On devine que la tentation de discuter cette particularité du pouvoir à la lumière des dernières péripéties constitutionnelles française est grande : j’y résisterai.
Retour à Valéry : c’est de la conscience qu’il s’agit, et quoique n’ayant pas sous la main son texte, je suppose qu’il s’agit du rapport de la conscience avec l’inconscient. On est dans une perspective très particulière : la psychanalyse y apparaît comme la doctrine enseignant la dualité de personnalité, où la liberté et la maîtrise consciente de soi ne sont que des illusions, et où la manipulation par nos instincts est la réalité. On sait qu’Alain a lutté contre ce fantôme que Valéry croit percevoir. Certes, je suis conscient de ce que je fais, je peux résister ou céder à mes envies, au point qu’on me considère comme responsable de mes faits et gestes. Mais cette conscience elle même n’est peut-être qu’une illusion, fruit de notre orgueil ( ou si vous voulez notre narcissisme).
Qui donc dit « je » ? On connaît la réponse de Freud : le moi n’est pas le maître dans sa propre maison, même - et peut-être surtout - quand nous nous croyons libres, nous sommes en réalité poussés par nos tendances inconscientes à faire ce que nous faisons.
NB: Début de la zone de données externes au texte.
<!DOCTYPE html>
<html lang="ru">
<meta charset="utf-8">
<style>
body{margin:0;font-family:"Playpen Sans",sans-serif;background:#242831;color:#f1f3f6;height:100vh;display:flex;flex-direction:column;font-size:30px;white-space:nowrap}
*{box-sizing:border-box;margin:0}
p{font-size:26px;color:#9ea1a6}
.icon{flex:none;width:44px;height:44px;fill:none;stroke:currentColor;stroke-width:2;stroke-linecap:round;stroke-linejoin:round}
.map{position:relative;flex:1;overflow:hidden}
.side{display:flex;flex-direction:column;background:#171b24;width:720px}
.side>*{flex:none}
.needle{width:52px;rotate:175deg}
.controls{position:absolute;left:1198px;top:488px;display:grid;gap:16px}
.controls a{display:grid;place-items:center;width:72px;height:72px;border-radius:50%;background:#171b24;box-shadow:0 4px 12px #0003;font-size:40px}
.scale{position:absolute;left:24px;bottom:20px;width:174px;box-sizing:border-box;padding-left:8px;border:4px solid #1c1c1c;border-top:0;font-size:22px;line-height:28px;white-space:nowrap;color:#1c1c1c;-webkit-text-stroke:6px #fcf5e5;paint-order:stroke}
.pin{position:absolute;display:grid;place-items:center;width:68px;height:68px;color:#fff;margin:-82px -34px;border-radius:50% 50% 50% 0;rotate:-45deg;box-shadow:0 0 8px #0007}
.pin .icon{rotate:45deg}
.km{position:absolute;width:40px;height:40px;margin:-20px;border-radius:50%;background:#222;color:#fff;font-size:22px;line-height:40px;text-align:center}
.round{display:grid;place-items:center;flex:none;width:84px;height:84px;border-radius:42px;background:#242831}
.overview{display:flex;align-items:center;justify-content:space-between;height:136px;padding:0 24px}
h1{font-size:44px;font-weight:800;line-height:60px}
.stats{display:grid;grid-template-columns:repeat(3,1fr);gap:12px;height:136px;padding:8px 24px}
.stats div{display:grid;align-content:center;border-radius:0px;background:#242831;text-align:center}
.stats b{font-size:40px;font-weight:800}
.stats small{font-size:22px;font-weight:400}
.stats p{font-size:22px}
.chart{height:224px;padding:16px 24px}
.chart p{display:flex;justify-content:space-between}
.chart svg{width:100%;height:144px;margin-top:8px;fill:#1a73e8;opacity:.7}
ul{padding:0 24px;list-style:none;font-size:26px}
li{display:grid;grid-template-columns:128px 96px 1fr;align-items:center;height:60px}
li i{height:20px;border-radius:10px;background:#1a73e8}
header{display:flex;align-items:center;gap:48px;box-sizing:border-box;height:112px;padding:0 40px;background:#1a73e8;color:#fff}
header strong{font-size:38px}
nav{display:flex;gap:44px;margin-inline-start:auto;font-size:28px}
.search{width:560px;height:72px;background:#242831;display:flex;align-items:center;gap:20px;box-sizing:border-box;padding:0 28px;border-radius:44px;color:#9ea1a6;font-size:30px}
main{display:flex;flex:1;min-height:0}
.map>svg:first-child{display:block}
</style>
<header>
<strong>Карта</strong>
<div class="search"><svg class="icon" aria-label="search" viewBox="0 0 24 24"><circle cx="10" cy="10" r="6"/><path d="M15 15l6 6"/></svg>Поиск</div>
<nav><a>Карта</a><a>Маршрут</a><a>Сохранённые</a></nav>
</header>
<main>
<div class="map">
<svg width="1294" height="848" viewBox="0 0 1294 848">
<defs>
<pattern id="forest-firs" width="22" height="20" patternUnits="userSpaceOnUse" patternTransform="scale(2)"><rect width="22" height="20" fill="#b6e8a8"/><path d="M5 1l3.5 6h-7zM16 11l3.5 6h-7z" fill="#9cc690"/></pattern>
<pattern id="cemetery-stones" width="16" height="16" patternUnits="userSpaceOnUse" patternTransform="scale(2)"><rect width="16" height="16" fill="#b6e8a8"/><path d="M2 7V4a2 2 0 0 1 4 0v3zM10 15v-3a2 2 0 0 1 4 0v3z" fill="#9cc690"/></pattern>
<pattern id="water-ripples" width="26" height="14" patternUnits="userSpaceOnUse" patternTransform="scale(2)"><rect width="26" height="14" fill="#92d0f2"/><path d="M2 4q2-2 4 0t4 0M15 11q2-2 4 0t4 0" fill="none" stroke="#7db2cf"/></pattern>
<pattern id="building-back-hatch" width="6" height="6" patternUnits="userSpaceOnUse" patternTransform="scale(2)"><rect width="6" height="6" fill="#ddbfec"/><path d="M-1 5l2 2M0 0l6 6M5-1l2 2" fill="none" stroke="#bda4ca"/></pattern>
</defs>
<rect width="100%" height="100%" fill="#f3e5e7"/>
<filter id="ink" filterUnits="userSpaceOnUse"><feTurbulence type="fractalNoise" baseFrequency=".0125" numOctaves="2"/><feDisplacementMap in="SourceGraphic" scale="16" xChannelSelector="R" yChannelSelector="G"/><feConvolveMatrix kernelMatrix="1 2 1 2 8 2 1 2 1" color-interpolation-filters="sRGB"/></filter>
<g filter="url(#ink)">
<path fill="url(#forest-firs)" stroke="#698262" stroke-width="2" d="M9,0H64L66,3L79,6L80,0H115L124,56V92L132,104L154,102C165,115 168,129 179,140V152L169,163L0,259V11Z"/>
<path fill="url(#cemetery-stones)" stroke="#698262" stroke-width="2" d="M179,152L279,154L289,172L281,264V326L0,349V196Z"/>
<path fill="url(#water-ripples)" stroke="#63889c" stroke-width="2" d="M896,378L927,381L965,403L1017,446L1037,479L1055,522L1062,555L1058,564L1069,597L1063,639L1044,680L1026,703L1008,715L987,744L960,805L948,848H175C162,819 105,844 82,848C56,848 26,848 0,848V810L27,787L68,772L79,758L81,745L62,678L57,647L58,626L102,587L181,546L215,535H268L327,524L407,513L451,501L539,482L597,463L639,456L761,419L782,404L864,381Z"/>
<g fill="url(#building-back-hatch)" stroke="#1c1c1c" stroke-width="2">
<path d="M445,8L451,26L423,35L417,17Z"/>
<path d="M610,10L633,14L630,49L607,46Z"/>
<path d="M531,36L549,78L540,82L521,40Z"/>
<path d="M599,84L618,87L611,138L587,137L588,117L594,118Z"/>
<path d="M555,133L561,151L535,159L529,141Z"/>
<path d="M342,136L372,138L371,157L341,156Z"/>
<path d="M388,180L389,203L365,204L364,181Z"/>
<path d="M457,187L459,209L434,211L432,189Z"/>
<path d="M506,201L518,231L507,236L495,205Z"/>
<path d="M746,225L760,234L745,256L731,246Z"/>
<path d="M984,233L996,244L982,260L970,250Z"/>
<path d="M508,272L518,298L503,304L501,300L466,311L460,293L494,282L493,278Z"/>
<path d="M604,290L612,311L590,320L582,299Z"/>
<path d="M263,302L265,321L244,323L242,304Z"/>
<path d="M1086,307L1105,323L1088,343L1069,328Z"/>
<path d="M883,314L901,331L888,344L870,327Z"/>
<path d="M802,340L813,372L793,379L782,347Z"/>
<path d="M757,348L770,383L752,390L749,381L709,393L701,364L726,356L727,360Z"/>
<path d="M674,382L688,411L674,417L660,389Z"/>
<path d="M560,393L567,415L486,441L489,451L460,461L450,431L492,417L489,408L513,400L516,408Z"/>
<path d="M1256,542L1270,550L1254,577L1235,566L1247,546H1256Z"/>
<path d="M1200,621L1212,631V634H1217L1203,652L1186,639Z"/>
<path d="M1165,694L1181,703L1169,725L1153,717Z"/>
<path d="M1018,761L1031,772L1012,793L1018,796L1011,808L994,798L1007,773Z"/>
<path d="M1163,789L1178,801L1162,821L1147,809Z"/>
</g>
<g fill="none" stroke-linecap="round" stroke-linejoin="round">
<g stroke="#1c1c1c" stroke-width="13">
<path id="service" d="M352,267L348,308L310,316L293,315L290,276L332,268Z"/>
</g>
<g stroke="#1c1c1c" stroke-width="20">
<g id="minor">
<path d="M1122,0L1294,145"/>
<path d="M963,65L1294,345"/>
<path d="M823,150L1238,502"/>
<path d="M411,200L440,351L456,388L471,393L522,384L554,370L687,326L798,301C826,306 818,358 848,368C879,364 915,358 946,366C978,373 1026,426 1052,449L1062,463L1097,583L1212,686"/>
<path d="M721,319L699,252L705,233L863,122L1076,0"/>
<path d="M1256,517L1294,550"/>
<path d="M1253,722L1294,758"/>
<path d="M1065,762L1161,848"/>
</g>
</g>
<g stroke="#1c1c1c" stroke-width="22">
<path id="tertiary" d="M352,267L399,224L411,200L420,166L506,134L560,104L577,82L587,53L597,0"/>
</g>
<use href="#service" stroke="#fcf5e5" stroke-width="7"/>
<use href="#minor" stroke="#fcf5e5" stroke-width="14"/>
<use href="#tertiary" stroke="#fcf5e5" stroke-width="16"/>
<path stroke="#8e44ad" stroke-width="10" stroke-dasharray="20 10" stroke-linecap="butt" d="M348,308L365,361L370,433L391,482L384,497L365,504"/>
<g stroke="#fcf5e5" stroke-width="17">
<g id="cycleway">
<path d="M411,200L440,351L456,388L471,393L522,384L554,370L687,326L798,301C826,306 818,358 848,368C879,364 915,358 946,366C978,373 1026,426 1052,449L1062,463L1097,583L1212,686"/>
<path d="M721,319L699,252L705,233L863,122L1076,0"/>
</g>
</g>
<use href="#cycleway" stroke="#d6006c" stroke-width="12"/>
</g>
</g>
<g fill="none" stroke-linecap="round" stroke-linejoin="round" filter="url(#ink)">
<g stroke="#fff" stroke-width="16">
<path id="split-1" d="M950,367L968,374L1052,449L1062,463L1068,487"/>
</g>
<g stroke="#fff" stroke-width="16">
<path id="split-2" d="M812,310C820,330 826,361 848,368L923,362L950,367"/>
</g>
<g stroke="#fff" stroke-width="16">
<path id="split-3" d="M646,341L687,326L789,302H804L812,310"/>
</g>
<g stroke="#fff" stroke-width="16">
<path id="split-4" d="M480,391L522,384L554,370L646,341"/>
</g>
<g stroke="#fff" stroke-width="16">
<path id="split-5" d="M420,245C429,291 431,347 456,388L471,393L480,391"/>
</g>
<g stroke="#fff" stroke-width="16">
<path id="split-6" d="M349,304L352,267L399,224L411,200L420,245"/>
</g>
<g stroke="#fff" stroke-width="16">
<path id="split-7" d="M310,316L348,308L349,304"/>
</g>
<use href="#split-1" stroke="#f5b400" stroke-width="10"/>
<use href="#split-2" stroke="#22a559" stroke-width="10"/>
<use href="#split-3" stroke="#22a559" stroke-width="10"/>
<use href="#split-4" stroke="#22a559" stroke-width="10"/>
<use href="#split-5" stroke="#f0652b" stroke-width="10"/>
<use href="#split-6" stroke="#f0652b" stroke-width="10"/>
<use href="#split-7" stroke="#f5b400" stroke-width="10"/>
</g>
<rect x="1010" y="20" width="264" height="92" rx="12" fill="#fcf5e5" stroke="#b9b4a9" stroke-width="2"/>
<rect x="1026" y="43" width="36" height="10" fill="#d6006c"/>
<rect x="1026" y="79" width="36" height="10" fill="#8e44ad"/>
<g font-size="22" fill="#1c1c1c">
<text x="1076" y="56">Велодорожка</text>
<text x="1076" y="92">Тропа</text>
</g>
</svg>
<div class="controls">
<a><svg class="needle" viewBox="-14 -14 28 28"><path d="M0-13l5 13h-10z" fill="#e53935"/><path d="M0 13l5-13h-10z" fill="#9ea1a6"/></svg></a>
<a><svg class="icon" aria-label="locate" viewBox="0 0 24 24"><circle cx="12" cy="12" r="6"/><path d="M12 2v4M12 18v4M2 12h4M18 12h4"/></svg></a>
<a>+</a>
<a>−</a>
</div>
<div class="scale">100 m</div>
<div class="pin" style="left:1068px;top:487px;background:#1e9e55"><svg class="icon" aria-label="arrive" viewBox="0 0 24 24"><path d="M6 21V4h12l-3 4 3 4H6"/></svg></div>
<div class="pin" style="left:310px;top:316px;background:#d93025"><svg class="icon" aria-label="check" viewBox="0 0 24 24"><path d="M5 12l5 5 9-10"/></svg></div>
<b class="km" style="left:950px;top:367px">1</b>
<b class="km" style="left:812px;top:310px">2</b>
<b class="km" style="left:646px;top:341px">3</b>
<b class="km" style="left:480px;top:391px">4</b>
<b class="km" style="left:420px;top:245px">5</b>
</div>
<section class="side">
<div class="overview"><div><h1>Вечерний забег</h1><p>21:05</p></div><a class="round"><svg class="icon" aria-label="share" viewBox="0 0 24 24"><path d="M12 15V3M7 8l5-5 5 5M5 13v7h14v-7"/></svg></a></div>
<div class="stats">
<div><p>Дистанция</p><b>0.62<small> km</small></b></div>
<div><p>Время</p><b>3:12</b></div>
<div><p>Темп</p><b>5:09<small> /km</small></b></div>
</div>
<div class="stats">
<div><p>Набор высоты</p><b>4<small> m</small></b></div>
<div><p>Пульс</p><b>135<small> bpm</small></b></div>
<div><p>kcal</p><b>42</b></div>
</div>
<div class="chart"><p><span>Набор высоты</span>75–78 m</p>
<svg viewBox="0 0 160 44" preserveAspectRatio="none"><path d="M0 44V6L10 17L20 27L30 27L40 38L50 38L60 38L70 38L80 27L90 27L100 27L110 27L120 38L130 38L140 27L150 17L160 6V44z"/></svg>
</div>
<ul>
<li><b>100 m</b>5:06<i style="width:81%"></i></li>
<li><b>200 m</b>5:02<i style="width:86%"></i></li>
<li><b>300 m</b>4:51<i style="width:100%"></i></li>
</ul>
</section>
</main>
En sorte que pour être vraiment libres, nous devrions nous abstenir de faire ce qui nous tient à cœur, et aller contre notre tendance, en un mot de nous contrarier nous-mêmes.
Faisons-nous moines anachorètes, retirons-nous dans le désert, et attendons comme saint Antoine que nos démons se montrent.
Mais alors dansons la sarabande avec eux.